Casi un año después del brutal ataque de Hamás contra civiles israelíes, la tormenta bélica en Oriente Medio no cesa. Más bien, crece, se desborda y se descontrola. El Estado hebreo es cada día más despiadado en Gaza, ha entrado también en el Líbano para enfrentar a Hezbolá, y hay otro frente de guerra abierto en Yemen.
Mientras cierro estas líneas, se reporta un ataque con drones desde Irak contra el norte de Israel. Todo va de mal en peor y hacia el horror, a pesar de los inútiles llamamientos de varios países y de la ONU para que vuelva la calma, si es que alguna vez la hubo realmente en esta zona cruzada por intereses y fobias de todo calibre.
Tras el asesinato de Hasán Nasralá, el líder de Hezbolá, el ayatolá Ali Jamenei ha hecho un llamamiento a todo el mundo musulmán para que resista. Ese es un momento clave de este instante de angustia: como es consciente de que no puede ganarle una guerra convencional a Netanyahu, invoca atacar desde varios lados.
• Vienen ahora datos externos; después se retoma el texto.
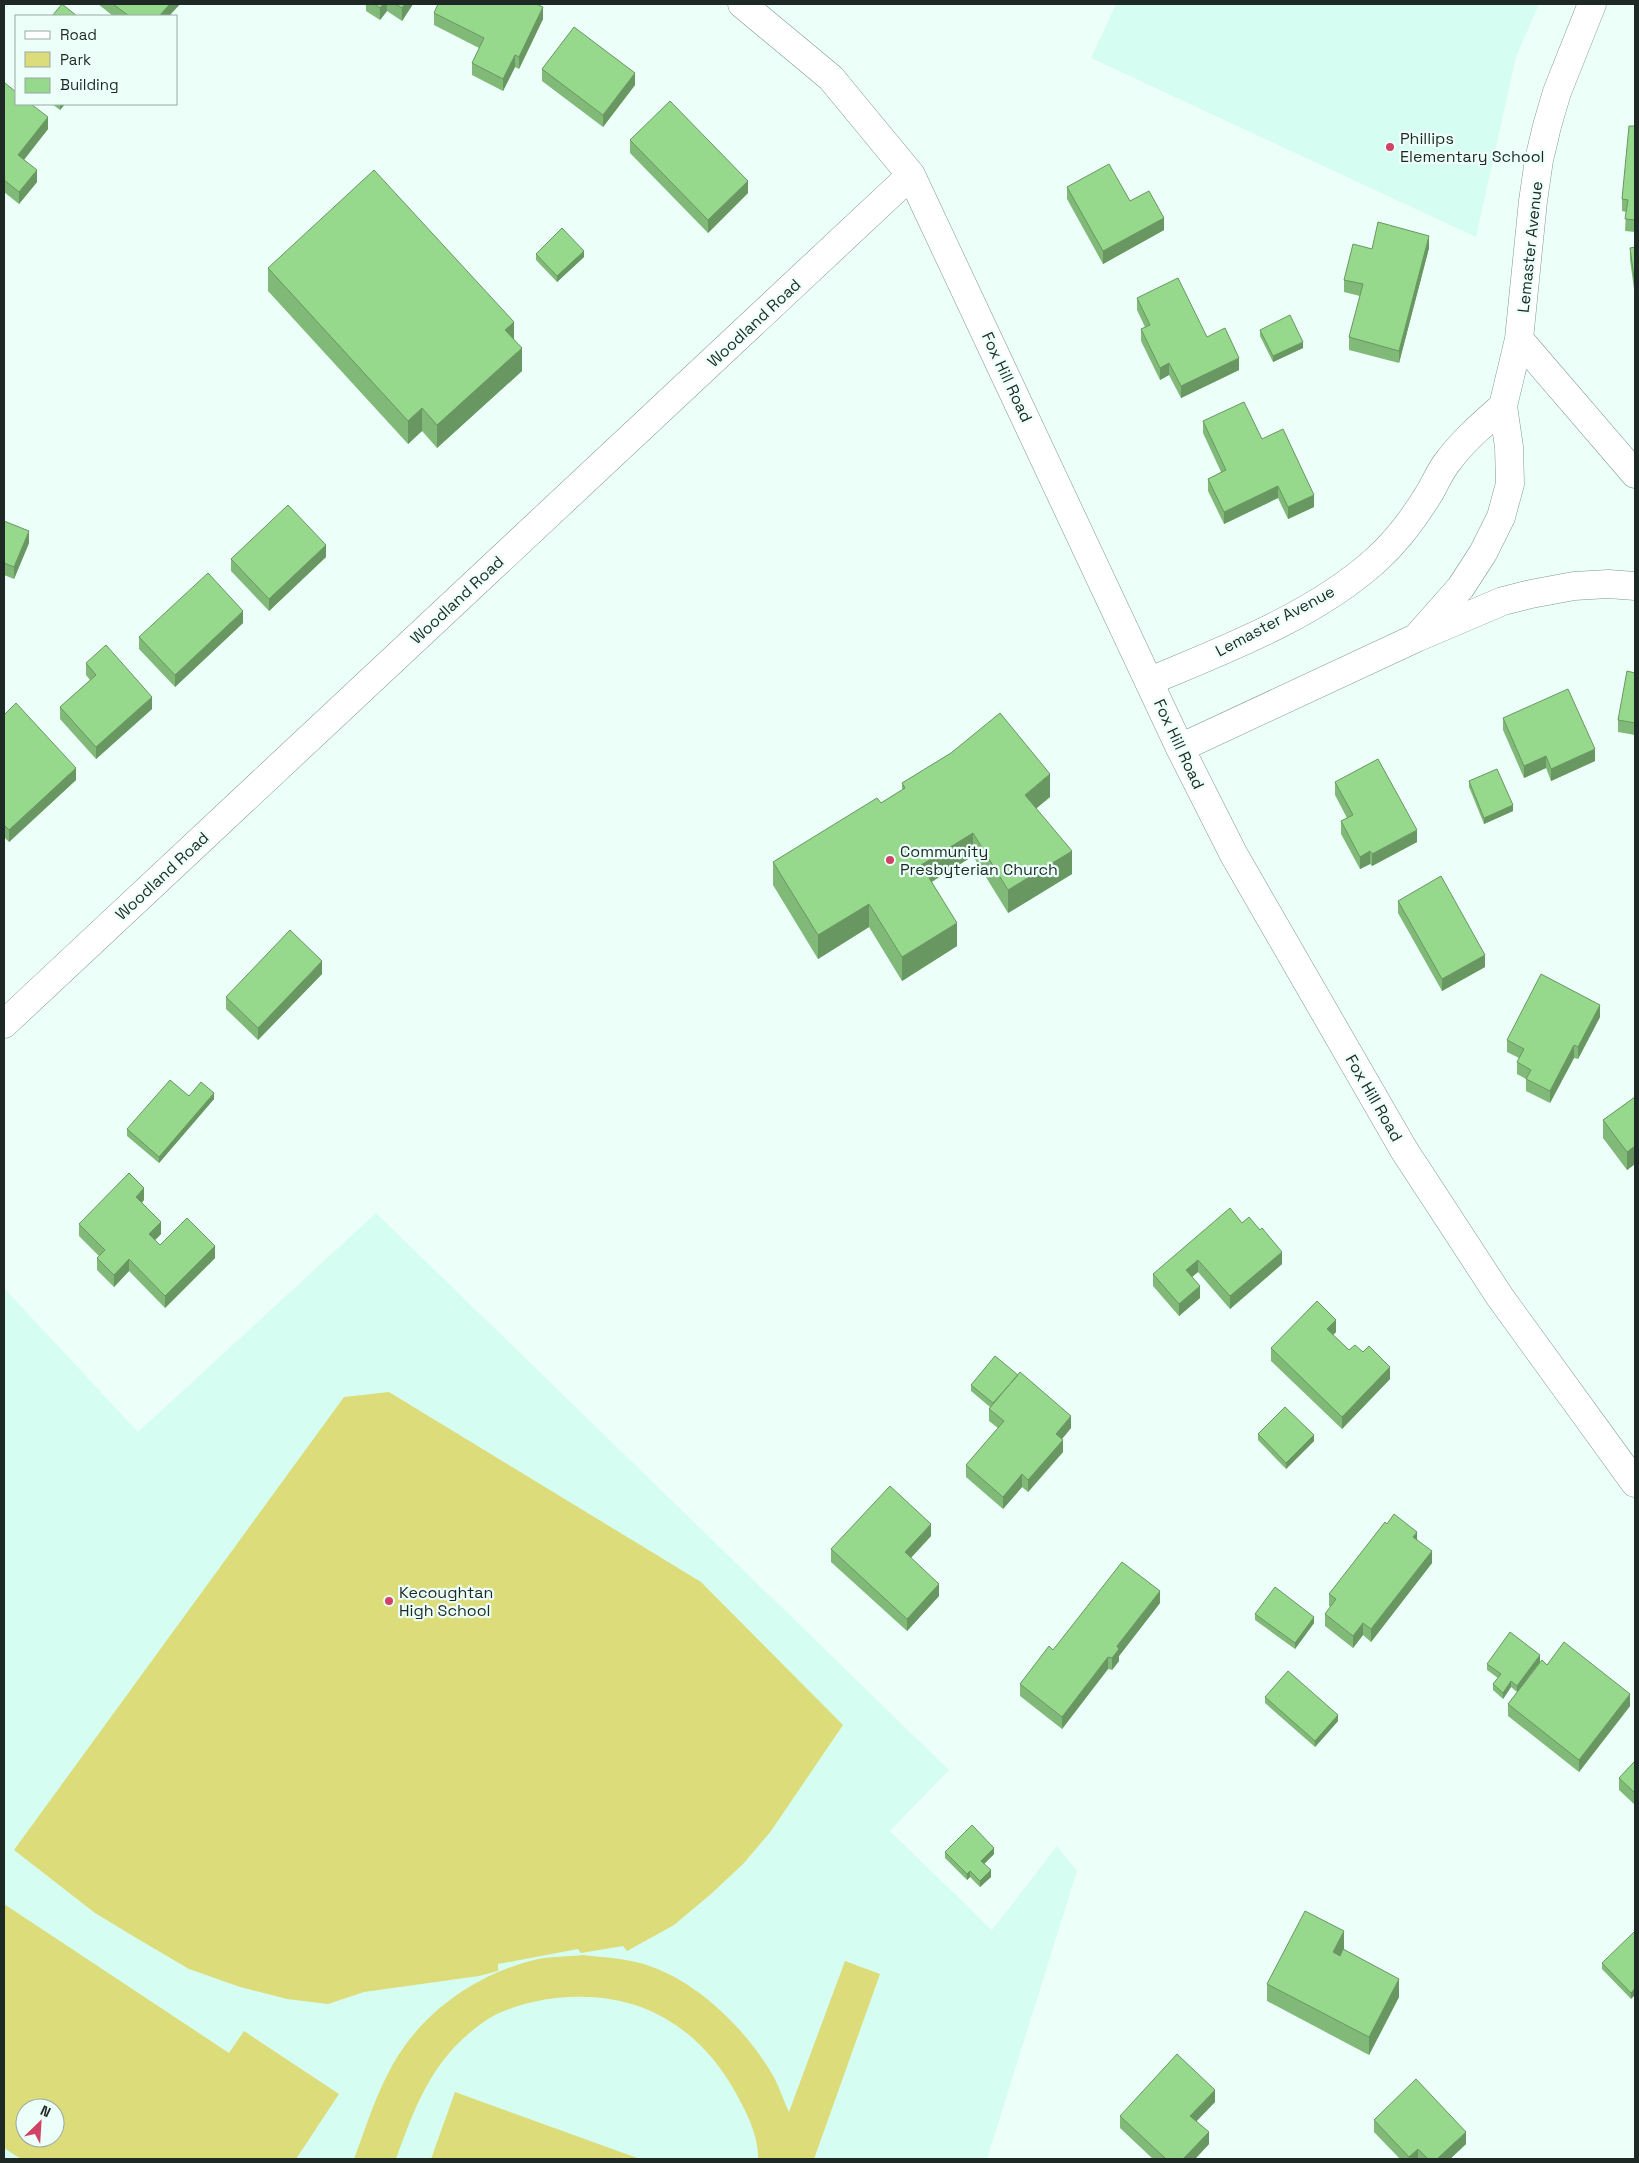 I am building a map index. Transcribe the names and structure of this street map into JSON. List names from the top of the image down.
{
  "streets": {
    "main road": ["Lemaster Avenue", "Woodland Road", "Fox Hill Road"]
  },
  "crossings": [
    ["Lemaster Avenue", "Fox Hill Road"],
    ["Woodland Road", "Fox Hill Road"]
  ],
  "places": ["Phillips Elementary School", "Community Presbyterian Church", "Kecoughtan High School"],
  "legend": ["Road", "Park", "Building"],
  "north": "top right"
} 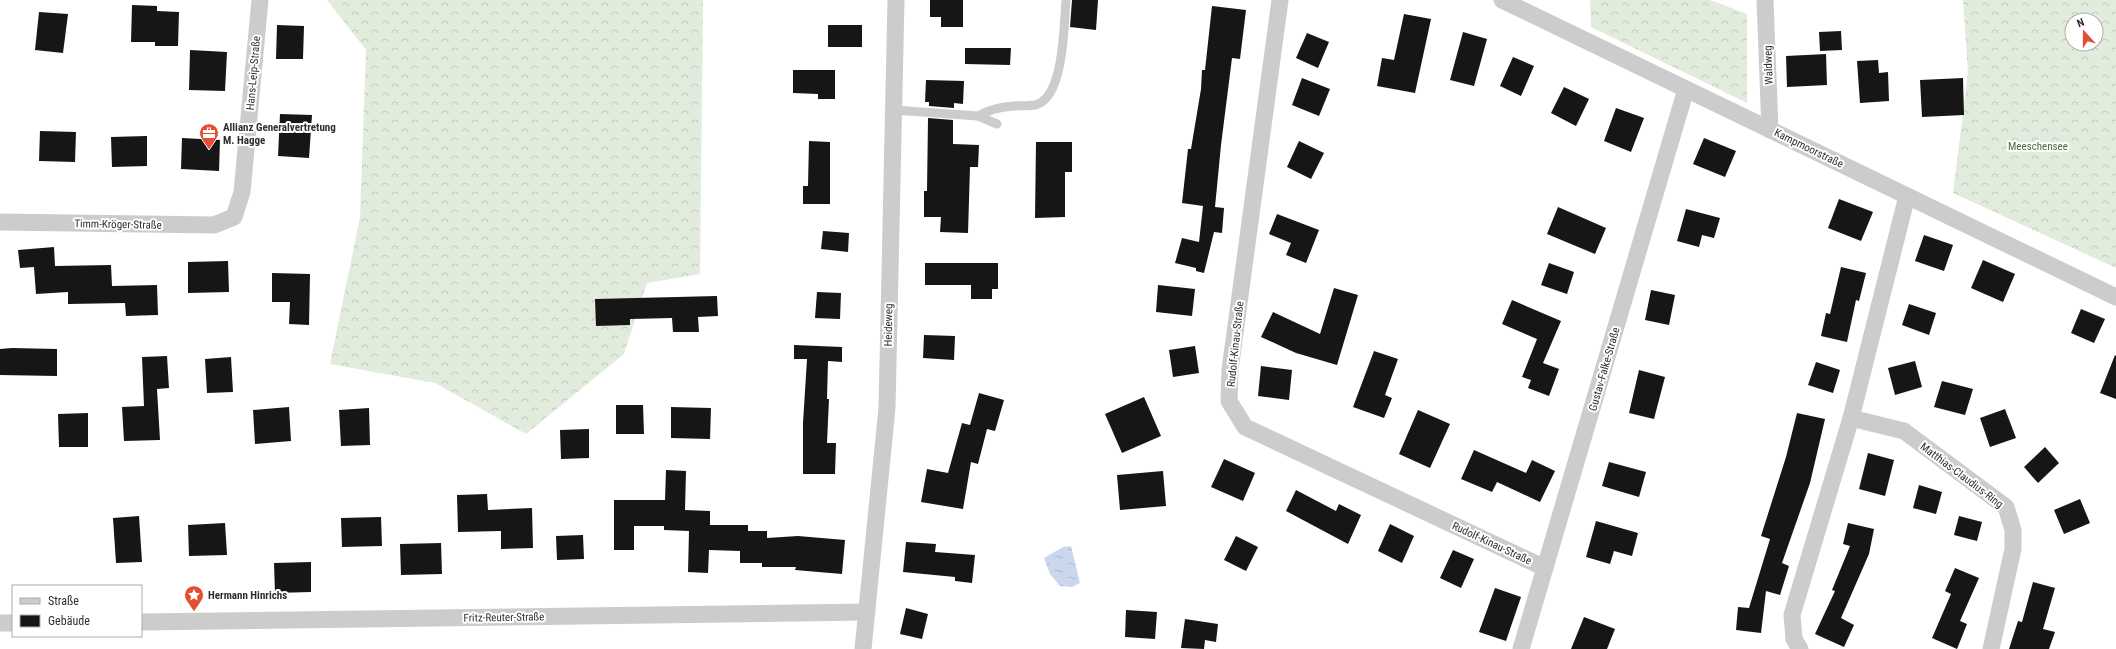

Lo que se puede prever es un estallido en cadena en varias partes —incluso en Europa, como ya está ocurriendo— que intoxicará la escena global con atentados. O con ataques con misiles que, aun cuando sean contenidos por la cúpula de hierro israelí, provocarán algunas víctimas. En suma, parte del mundo en llamas.
¿Era posible detener una locura? Hace poco, un vocero norteamericano dio a entender que a veces las armas ayudan a la diplomacia. Estados Unidos se ha comportado en consecuencia: habla de alto al fuego, pero envía armas a Israel. Israel, a su vez, dice que no quiere dañar civiles, pero masacra a miles sin clemencia.
Ese cinismo político no hará más que perpetuar el odio. Toca las puertas de los grupos musulmanes más fanáticos, para que todo se convierta en una pira bélica. Desata el espanto sobre los inocentes y apaga toda esperanza. Tiene que parar. No es posible que, luego de doce meses, eso sea lo único que los líderes mundiales tienen para mostrarle al mundo, mientras un niño gazatí agoniza en medio de las bombas.